--- ACTIVITY ---
Work out how many lines in the entries below include the word "Convert". Give nothing but the number.

◆ ◆ ◆

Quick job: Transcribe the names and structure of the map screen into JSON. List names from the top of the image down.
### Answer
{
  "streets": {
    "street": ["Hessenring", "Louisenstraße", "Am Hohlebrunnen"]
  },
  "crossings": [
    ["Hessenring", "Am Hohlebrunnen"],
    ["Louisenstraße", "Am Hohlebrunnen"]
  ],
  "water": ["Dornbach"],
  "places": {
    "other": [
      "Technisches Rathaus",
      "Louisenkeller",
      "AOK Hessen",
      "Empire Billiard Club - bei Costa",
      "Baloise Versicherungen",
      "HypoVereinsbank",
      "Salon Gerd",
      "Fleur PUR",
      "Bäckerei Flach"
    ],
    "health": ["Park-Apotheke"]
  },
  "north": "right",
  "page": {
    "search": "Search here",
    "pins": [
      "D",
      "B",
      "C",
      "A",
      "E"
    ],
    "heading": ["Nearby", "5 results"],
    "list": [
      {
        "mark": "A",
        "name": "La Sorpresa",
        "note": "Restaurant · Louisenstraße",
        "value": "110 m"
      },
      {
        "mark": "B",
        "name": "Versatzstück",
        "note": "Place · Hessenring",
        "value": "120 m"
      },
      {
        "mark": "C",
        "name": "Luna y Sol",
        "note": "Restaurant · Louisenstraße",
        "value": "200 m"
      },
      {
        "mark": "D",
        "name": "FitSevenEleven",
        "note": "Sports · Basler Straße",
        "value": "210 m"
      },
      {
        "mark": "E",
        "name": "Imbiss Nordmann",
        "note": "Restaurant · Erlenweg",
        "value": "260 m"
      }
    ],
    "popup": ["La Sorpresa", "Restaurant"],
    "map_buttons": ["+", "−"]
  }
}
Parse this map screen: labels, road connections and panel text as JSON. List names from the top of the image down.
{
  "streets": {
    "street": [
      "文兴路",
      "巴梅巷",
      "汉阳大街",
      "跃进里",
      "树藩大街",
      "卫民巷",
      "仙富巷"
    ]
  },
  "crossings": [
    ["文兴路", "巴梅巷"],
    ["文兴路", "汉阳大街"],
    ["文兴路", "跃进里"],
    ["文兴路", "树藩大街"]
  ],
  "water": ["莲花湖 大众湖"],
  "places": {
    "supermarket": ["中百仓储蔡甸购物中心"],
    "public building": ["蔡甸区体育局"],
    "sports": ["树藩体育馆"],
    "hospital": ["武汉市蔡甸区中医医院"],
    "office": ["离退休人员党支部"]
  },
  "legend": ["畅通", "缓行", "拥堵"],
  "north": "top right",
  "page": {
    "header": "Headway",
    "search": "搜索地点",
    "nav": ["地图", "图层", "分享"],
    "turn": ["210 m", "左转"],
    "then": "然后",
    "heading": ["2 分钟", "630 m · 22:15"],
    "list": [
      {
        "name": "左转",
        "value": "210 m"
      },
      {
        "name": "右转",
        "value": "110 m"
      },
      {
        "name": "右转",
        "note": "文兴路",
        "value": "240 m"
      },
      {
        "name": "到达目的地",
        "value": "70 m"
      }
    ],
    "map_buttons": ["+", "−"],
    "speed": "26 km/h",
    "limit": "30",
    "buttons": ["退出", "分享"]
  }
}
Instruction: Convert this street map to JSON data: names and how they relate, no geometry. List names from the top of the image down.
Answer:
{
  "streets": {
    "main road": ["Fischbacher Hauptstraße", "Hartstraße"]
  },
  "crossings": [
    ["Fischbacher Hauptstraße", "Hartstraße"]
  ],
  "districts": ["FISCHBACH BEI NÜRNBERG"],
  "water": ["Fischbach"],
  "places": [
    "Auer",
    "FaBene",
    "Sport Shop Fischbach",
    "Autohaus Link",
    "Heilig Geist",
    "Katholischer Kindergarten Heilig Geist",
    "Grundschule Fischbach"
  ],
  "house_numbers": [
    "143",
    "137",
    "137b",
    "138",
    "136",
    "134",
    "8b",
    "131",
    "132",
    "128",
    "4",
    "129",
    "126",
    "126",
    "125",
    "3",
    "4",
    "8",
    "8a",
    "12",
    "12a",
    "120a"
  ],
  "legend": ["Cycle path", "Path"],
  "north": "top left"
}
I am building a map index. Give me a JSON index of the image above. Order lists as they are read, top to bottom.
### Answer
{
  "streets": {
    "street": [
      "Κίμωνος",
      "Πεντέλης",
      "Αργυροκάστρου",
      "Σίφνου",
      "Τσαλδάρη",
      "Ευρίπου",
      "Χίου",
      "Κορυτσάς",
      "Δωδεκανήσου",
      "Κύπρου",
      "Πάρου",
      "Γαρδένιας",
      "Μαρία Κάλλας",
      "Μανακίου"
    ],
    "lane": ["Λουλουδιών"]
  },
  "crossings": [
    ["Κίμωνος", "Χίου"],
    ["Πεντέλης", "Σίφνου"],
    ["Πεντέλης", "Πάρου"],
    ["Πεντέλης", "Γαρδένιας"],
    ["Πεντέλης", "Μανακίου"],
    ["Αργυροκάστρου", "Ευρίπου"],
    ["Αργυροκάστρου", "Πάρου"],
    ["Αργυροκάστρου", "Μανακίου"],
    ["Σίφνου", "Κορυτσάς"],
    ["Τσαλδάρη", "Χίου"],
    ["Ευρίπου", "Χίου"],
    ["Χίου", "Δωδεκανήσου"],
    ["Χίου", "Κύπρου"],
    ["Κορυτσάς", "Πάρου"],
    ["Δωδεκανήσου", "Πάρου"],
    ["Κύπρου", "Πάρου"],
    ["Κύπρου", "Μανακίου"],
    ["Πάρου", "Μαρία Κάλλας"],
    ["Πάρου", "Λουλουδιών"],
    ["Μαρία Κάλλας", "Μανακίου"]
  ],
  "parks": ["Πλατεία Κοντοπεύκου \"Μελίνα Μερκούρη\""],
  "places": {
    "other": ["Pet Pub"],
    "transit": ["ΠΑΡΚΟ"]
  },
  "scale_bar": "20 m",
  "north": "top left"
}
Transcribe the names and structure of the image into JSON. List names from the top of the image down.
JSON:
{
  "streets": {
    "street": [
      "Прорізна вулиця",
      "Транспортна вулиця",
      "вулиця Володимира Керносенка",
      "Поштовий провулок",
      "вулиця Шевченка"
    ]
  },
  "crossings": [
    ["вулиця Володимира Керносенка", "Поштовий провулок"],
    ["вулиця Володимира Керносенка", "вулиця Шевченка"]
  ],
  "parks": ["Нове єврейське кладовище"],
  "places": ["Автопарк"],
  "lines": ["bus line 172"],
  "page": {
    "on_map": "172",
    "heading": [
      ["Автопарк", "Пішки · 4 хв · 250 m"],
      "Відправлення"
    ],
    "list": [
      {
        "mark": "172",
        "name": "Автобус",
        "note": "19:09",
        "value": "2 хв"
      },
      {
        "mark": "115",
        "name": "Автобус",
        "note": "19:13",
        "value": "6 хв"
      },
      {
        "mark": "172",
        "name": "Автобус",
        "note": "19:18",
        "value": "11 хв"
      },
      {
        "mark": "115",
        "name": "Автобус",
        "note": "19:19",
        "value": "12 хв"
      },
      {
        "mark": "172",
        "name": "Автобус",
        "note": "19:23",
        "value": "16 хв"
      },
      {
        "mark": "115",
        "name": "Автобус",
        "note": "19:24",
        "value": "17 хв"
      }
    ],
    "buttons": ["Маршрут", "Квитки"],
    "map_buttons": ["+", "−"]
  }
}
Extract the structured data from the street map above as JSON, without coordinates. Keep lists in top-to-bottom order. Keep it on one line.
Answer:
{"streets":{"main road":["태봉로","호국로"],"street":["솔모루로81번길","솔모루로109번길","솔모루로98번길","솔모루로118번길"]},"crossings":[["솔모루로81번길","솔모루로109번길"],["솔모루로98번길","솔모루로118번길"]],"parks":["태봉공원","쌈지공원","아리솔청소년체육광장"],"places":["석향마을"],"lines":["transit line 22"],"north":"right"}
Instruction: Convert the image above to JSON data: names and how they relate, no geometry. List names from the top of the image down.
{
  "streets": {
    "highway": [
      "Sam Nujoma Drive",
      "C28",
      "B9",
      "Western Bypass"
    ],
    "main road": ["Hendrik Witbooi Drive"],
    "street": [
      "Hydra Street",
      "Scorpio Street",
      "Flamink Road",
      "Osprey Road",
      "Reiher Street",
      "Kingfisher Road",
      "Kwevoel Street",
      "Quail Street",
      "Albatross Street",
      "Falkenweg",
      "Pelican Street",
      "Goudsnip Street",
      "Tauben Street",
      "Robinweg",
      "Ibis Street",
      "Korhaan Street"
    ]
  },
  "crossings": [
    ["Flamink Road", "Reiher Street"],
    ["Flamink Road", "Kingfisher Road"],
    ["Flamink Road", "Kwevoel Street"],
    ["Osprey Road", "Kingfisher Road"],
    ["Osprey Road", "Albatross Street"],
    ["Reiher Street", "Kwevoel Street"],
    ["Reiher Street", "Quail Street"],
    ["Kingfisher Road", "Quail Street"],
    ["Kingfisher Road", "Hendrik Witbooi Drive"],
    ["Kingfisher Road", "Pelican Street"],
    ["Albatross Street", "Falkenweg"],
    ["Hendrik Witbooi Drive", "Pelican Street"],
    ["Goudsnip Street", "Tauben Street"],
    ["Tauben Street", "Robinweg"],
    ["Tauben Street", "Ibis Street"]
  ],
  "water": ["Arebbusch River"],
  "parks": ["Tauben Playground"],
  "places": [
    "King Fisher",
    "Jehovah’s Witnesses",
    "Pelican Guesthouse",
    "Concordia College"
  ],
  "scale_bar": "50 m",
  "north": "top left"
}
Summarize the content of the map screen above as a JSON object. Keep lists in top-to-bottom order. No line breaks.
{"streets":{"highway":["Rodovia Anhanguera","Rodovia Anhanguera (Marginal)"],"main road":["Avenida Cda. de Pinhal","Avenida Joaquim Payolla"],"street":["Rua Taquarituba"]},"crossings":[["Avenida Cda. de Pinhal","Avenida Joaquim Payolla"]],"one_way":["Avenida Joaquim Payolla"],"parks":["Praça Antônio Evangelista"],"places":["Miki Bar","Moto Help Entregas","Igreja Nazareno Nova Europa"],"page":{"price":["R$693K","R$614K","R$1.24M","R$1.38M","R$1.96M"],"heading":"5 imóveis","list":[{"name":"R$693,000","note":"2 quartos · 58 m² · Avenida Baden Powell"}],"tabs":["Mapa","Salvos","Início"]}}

◆ ◆ ◆

--- RESPONSE TO THE EXERCISE ---
2